> [EXERCISE OBJECTIVE]:
Show every line below where "Bølerveien" appears.

> [LISTED ENTRIES]:
^^^^^^^^^^^^^^^^

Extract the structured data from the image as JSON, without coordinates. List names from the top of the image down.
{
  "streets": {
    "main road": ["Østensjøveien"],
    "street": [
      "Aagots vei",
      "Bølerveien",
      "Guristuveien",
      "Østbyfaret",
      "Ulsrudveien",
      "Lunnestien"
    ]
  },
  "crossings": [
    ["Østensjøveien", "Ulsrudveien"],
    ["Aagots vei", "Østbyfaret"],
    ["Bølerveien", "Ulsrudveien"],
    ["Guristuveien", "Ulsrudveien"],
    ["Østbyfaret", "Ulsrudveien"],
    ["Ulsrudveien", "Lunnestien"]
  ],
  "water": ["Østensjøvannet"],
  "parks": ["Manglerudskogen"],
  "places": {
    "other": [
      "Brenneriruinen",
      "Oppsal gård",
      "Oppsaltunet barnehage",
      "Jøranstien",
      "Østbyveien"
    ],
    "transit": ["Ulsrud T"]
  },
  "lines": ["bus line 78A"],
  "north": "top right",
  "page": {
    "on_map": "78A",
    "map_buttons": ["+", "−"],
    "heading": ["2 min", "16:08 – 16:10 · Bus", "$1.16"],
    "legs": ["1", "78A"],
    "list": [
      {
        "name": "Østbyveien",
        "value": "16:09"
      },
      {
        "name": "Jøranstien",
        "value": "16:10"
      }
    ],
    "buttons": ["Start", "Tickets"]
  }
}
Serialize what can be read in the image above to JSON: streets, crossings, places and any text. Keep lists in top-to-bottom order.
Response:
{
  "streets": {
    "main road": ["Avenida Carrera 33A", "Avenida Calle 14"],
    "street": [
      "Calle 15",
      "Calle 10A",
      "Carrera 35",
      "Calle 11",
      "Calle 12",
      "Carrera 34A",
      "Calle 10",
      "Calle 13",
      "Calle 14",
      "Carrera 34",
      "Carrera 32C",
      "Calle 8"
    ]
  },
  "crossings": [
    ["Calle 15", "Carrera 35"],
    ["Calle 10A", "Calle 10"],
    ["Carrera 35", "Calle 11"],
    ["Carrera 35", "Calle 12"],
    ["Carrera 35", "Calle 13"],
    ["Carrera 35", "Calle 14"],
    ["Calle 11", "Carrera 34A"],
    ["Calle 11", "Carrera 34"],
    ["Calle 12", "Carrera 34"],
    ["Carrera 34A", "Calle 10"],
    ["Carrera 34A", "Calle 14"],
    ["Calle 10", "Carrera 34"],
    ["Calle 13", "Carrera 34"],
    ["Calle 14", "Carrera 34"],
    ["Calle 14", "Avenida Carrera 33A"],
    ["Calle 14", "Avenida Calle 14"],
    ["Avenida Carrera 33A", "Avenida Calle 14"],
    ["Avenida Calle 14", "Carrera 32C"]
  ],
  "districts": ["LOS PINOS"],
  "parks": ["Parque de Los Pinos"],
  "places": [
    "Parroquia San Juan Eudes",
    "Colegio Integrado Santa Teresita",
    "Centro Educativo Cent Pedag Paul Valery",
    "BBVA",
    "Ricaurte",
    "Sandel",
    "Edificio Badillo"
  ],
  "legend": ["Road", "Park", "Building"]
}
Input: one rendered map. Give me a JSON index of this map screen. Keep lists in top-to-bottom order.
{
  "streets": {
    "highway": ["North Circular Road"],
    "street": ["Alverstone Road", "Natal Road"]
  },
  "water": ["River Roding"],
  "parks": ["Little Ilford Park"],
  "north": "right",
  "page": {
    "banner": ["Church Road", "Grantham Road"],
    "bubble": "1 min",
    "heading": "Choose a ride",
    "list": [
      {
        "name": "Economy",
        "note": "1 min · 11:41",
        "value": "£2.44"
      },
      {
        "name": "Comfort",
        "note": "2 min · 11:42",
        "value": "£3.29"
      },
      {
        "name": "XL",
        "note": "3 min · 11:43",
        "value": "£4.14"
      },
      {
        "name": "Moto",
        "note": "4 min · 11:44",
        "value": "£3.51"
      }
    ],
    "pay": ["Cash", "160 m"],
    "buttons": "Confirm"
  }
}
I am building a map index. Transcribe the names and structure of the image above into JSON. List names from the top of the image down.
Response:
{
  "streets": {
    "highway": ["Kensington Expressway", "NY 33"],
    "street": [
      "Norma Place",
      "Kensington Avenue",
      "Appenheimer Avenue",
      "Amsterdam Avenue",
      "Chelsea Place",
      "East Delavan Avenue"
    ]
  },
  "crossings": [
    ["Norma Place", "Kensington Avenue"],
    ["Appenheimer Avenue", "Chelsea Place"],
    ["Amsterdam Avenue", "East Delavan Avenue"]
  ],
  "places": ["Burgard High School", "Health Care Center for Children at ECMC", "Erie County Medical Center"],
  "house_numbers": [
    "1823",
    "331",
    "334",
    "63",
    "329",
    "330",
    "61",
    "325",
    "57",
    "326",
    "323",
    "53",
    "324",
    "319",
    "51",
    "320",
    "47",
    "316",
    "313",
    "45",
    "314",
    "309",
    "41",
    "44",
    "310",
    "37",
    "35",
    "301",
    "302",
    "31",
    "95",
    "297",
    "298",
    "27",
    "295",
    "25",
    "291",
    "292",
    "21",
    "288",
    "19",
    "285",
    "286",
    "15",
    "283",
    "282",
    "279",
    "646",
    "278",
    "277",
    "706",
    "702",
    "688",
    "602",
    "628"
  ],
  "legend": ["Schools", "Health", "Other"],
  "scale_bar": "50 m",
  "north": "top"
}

^^^^^^^^^^^^^^^^

> [SOLUTION FOR THIS EXERCISE]:
      "Bølerveien",
    ["Bølerveien", "Ulsrudveien"],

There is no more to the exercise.